**What the exercise asks**
Only those lines running from the start of the listing below through the line that holds "Map reading. Serialize" are to be written out, exactly and in full.

**Records for the exercise**
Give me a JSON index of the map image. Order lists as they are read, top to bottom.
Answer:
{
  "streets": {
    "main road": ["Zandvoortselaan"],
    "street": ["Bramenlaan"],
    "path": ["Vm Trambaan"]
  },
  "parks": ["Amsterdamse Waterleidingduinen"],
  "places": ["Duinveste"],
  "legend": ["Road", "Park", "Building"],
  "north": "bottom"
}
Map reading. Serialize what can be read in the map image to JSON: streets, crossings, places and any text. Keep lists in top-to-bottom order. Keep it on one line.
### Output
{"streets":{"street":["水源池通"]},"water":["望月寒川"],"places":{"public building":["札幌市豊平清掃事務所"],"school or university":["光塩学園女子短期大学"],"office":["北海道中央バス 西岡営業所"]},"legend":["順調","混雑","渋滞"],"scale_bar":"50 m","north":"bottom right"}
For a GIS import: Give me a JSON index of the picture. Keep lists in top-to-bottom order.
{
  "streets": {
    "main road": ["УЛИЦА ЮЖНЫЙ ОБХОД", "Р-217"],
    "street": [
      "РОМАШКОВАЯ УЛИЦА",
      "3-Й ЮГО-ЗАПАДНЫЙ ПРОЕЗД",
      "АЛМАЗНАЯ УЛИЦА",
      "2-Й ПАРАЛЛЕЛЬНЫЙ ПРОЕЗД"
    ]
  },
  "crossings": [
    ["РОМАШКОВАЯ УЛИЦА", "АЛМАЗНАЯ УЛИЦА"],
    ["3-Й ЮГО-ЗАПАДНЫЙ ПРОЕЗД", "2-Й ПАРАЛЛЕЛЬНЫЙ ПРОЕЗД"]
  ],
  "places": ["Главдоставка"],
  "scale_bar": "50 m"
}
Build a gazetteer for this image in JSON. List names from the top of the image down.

**Answer for the task**
Give me a JSON index of the map image. Order lists as they are read, top to bottom.
Answer:
{
  "streets": {
    "main road": ["Zandvoortselaan"],
    "street": ["Bramenlaan"],
    "path": ["Vm Trambaan"]
  },
  "parks": ["Amsterdamse Waterleidingduinen"],
  "places": ["Duinveste"],
  "legend": ["Road", "Park", "Building"],
  "north": "bottom"
}
Map reading. Serialize what can be read in the map image to JSON: streets, crossings, places and any text. Keep lists in top-to-bottom order. Keep it on one line.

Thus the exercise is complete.